Lorsque les éditeurs et les studios cherchent à susciter l’enthousiasme autour des jeux à venir, ils recrutent des acteurs tels que Keanu Reeves, Kiefer Sutherland ou Patrick Stewart pour prêter leur voix aux personnages.
Selon un agent, une grande star de cinéma peut gagner jusqu’à six chiffres pour une seule séance d’enregistrement.
Cependant, SAG-AFTRA souligne que les artistes les moins bien payés sont payés à partir de 902 $ pour quatre heures de travail. La légendaire doubleuse Jennifer Hale a récemment révélé qu’elle n’avait été payée que 1 200 $ pour son premier contrat de doublage dans la série Metal Gear Solid.
L’IA pourra-t-elle facilement remplacer les acteurs de doublage ?
Les jeux vidéo présentent des défis esthétiques et techniques particuliers. Les acteurs doivent faire la différence entre une mort par arme blanche et une mort par balle dans la poitrine. Ils doivent protéger leur voix tout en enregistrant des cris sur fond de coups de feu. Ils doivent également capturer de manière authentique la vulnérabilité des relations amoureuses et sexuelles. Pour son récent succès Baldur’s Gate 3, Larian Studios a créé un précédent dans l’industrie en engageant des coordinateurs d’intimité pour ses acteurs.

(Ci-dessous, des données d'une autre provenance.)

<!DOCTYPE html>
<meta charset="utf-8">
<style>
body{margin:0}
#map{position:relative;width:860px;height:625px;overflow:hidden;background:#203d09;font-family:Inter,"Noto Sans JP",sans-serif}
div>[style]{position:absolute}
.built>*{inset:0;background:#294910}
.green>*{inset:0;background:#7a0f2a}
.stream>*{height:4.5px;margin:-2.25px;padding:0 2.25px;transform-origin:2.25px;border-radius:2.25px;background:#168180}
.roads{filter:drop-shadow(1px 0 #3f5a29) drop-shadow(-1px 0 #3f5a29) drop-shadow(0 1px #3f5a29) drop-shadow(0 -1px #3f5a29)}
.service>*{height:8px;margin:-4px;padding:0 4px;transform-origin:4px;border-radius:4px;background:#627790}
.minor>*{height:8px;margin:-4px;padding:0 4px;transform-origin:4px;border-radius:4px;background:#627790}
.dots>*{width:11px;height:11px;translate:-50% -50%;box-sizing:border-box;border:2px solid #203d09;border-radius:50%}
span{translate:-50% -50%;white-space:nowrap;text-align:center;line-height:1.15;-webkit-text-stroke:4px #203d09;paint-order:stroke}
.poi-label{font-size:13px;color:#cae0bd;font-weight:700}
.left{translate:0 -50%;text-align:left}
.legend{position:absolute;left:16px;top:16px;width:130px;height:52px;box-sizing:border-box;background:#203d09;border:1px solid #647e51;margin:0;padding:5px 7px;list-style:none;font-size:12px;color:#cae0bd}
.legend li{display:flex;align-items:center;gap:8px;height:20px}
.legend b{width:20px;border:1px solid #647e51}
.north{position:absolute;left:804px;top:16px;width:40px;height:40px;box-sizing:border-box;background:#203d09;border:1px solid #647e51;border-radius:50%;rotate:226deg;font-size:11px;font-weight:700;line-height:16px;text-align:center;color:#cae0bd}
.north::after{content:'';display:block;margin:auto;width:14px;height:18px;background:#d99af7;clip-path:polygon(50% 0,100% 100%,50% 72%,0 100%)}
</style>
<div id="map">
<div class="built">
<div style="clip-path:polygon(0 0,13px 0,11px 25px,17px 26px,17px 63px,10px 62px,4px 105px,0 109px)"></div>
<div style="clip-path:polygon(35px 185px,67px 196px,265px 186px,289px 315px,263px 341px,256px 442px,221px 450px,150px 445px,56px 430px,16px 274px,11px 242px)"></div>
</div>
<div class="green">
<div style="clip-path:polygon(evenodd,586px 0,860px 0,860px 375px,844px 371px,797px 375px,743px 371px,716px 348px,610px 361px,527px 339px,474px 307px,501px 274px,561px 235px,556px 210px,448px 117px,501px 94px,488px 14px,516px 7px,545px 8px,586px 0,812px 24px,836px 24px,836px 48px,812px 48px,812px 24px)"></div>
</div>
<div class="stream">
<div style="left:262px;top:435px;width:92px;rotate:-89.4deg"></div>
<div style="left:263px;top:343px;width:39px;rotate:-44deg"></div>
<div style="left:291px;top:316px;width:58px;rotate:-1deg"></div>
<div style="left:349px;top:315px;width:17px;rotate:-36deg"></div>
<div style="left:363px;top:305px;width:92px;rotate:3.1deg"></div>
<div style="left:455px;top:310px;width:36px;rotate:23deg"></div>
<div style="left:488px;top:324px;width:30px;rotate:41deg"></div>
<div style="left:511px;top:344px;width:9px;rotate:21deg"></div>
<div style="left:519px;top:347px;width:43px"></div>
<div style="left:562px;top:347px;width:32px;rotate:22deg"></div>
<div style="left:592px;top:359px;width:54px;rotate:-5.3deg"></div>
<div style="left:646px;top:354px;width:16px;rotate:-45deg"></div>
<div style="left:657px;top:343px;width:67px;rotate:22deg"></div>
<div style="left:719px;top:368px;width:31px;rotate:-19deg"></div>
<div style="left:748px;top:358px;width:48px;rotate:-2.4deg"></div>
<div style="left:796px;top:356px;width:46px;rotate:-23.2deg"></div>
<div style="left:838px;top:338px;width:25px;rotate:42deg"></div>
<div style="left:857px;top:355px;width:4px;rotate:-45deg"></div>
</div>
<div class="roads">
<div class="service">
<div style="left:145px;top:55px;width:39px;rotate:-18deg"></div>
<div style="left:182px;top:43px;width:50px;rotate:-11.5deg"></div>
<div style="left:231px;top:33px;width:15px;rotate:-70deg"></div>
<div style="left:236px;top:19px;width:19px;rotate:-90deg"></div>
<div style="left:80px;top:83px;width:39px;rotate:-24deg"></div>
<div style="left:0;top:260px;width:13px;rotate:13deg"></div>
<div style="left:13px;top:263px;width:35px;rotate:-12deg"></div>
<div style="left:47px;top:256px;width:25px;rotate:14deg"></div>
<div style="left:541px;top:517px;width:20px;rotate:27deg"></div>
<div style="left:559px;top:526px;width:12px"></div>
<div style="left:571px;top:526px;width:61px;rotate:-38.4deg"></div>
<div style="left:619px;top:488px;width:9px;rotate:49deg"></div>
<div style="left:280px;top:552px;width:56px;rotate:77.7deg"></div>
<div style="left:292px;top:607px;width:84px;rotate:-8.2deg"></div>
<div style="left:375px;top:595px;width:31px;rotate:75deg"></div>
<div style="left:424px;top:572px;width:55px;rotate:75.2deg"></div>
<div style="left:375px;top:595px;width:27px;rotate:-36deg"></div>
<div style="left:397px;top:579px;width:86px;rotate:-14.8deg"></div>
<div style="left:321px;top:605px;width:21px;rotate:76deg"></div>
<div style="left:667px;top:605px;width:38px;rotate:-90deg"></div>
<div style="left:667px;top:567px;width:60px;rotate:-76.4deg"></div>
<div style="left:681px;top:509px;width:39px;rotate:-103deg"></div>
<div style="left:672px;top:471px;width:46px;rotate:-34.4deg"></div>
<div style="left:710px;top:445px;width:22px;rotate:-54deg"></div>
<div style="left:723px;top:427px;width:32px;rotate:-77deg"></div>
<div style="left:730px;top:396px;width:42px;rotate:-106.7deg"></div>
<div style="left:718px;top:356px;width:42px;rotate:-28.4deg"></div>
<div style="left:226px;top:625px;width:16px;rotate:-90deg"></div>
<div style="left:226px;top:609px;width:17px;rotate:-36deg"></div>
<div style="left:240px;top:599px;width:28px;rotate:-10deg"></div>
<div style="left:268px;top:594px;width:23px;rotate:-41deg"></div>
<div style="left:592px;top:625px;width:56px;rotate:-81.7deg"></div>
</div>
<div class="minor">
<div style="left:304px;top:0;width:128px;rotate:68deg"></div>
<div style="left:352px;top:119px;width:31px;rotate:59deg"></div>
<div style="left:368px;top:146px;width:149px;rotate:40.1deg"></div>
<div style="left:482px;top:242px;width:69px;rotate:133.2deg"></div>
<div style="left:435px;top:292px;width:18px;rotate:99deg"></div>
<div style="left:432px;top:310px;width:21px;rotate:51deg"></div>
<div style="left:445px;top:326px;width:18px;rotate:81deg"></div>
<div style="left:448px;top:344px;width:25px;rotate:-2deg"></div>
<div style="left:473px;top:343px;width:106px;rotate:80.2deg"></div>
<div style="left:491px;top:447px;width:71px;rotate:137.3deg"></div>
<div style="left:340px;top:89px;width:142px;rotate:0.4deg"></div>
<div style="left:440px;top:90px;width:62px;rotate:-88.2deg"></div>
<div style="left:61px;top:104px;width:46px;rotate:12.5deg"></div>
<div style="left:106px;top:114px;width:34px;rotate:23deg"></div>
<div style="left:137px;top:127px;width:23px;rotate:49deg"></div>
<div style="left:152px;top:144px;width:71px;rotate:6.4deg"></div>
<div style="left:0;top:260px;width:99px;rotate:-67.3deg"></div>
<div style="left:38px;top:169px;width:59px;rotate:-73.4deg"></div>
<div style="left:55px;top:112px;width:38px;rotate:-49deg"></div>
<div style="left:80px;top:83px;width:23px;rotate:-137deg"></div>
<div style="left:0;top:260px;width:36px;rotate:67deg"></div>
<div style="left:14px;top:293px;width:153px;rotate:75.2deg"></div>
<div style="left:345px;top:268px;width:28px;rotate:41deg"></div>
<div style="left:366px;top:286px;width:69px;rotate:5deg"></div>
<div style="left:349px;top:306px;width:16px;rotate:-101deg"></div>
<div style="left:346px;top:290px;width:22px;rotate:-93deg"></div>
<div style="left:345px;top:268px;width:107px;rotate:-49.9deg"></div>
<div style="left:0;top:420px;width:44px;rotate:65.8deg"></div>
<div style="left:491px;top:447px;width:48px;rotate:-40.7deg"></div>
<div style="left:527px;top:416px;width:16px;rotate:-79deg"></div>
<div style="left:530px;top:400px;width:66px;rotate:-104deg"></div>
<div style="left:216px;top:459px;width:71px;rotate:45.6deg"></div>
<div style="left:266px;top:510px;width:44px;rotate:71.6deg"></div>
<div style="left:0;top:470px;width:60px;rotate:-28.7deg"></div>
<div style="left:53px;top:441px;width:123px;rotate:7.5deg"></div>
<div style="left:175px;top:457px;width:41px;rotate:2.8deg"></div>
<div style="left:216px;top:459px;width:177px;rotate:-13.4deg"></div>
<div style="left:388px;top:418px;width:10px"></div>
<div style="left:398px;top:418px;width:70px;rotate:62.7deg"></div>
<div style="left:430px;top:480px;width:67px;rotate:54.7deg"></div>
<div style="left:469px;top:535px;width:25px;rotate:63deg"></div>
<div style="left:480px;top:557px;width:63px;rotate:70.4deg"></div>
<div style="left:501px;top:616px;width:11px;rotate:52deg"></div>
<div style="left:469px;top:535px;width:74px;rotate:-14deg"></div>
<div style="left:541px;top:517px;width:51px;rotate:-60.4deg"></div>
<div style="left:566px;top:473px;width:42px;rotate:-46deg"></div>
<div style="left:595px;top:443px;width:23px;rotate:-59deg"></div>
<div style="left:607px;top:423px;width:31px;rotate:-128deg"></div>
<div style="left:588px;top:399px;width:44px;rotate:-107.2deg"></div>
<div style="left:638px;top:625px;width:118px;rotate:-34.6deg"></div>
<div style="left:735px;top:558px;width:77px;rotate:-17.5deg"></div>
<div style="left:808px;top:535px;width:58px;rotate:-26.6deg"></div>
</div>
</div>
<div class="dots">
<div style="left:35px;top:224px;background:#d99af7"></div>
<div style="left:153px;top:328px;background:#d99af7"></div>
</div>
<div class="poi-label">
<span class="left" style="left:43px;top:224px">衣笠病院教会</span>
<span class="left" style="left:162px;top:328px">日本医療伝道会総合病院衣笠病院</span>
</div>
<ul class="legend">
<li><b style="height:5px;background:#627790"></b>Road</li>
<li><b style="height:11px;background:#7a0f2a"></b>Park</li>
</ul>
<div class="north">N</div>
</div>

Aux extrêmes, il y a deux façons de penser l’effet que l’IA aura sur n’importe quel secteur : vous êtes soit un boomer de l’IA, soit un pessimiste de l’IA ; soit vous croyez que la technologie inaugurera une nouvelle ère de créativité et de possibilités, soit vous croyez qu’elle détruira tout ce qui nous est cher.
Je me suis intéressé à la recherche sur l’intelligence artificielle par le biais des drones et de l’utilisation de l’intelligence artificielle à l’échelle mondiale – des scénarios de fin du monde au sens littéral – et j’ai donc tendance à me concentrer sur les risques. Et le risque ici est que les grandes entreprises volent le travail créatif des artistes pour en tirer encore plus de profit et, à terme, les supplanter complètement.
À la base, la grève est une tentative de protéger certains des travailleurs les plus essentiels mais les moins bien rémunérés et les moins protégés d’une industrie de plusieurs milliards de dollars.